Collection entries
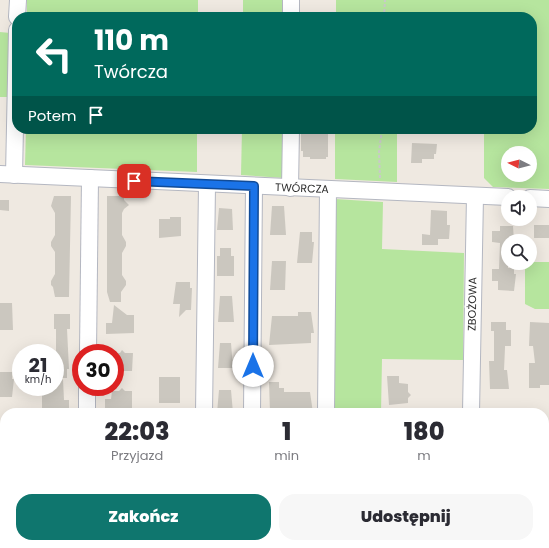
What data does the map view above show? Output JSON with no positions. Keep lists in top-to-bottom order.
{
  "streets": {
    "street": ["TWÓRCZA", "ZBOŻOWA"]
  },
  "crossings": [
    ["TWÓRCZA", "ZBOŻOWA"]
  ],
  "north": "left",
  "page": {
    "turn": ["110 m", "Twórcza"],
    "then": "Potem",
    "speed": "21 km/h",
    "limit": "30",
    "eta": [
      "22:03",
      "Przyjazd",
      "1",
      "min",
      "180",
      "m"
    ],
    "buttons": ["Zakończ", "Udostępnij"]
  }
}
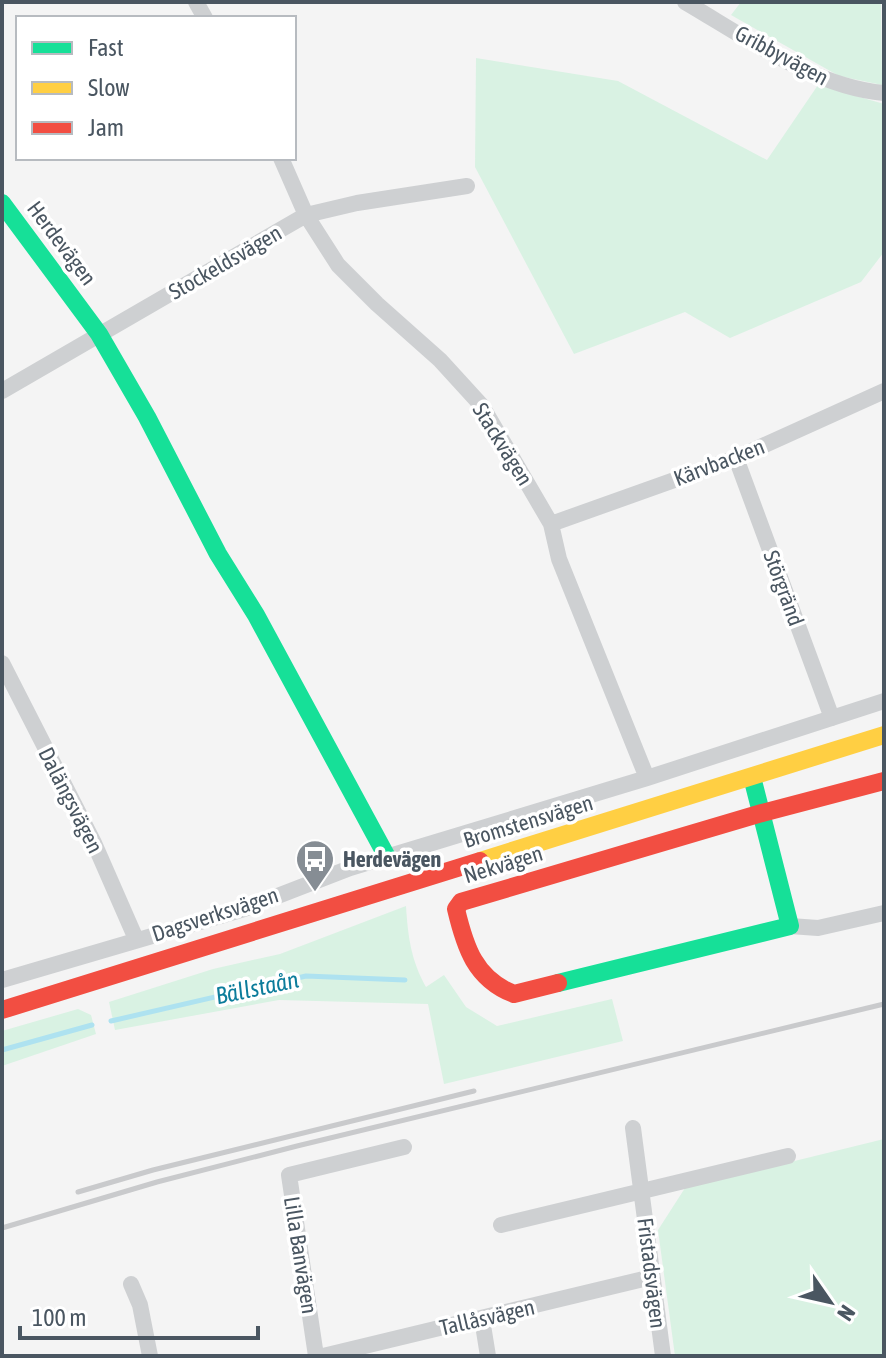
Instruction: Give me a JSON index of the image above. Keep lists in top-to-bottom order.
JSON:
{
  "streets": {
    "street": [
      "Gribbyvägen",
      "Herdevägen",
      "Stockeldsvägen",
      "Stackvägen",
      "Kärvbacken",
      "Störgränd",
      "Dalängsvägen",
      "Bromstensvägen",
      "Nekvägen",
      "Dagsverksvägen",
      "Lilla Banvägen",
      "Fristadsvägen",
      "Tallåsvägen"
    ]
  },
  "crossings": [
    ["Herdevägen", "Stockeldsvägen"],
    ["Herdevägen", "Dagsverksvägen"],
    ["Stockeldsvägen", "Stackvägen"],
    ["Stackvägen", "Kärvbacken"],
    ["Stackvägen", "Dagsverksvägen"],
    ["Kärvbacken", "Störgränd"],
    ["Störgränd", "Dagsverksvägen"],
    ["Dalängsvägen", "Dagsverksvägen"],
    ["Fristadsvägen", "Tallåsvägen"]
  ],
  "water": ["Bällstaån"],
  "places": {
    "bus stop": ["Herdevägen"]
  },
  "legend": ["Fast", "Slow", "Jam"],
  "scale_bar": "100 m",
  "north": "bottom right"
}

WHAT IS EXPECTED: Each record above needs to be transcribed word for word, with its pictures omitted.

TASK OUTPUT:
What data does the map view above show? Output JSON with no positions. Keep lists in top-to-bottom order.
{
  "streets": {
    "street": ["TWÓRCZA", "ZBOŻOWA"]
  },
  "crossings": [
    ["TWÓRCZA", "ZBOŻOWA"]
  ],
  "north": "left",
  "page": {
    "turn": ["110 m", "Twórcza"],
    "then": "Potem",
    "speed": "21 km/h",
    "limit": "30",
    "eta": [
      "22:03",
      "Przyjazd",
      "1",
      "min",
      "180",
      "m"
    ],
    "buttons": ["Zakończ", "Udostępnij"]
  }
}
Instruction: Give me a JSON index of the image above. Keep lists in top-to-bottom order.
JSON:
{
  "streets": {
    "street": [
      "Gribbyvägen",
      "Herdevägen",
      "Stockeldsvägen",
      "Stackvägen",
      "Kärvbacken",
      "Störgränd",
      "Dalängsvägen",
      "Bromstensvägen",
      "Nekvägen",
      "Dagsverksvägen",
      "Lilla Banvägen",
      "Fristadsvägen",
      "Tallåsvägen"
    ]
  },
  "crossings": [
    ["Herdevägen", "Stockeldsvägen"],
    ["Herdevägen", "Dagsverksvägen"],
    ["Stockeldsvägen", "Stackvägen"],
    ["Stackvägen", "Kärvbacken"],
    ["Stackvägen", "Dagsverksvägen"],
    ["Kärvbacken", "Störgränd"],
    ["Störgränd", "Dagsverksvägen"],
    ["Dalängsvägen", "Dagsverksvägen"],
    ["Fristadsvägen", "Tallåsvägen"]
  ],
  "water": ["Bällstaån"],
  "places": {
    "bus stop": ["Herdevägen"]
  },
  "legend": ["Fast", "Slow", "Jam"],
  "scale_bar": "100 m",
  "north": "bottom right"
}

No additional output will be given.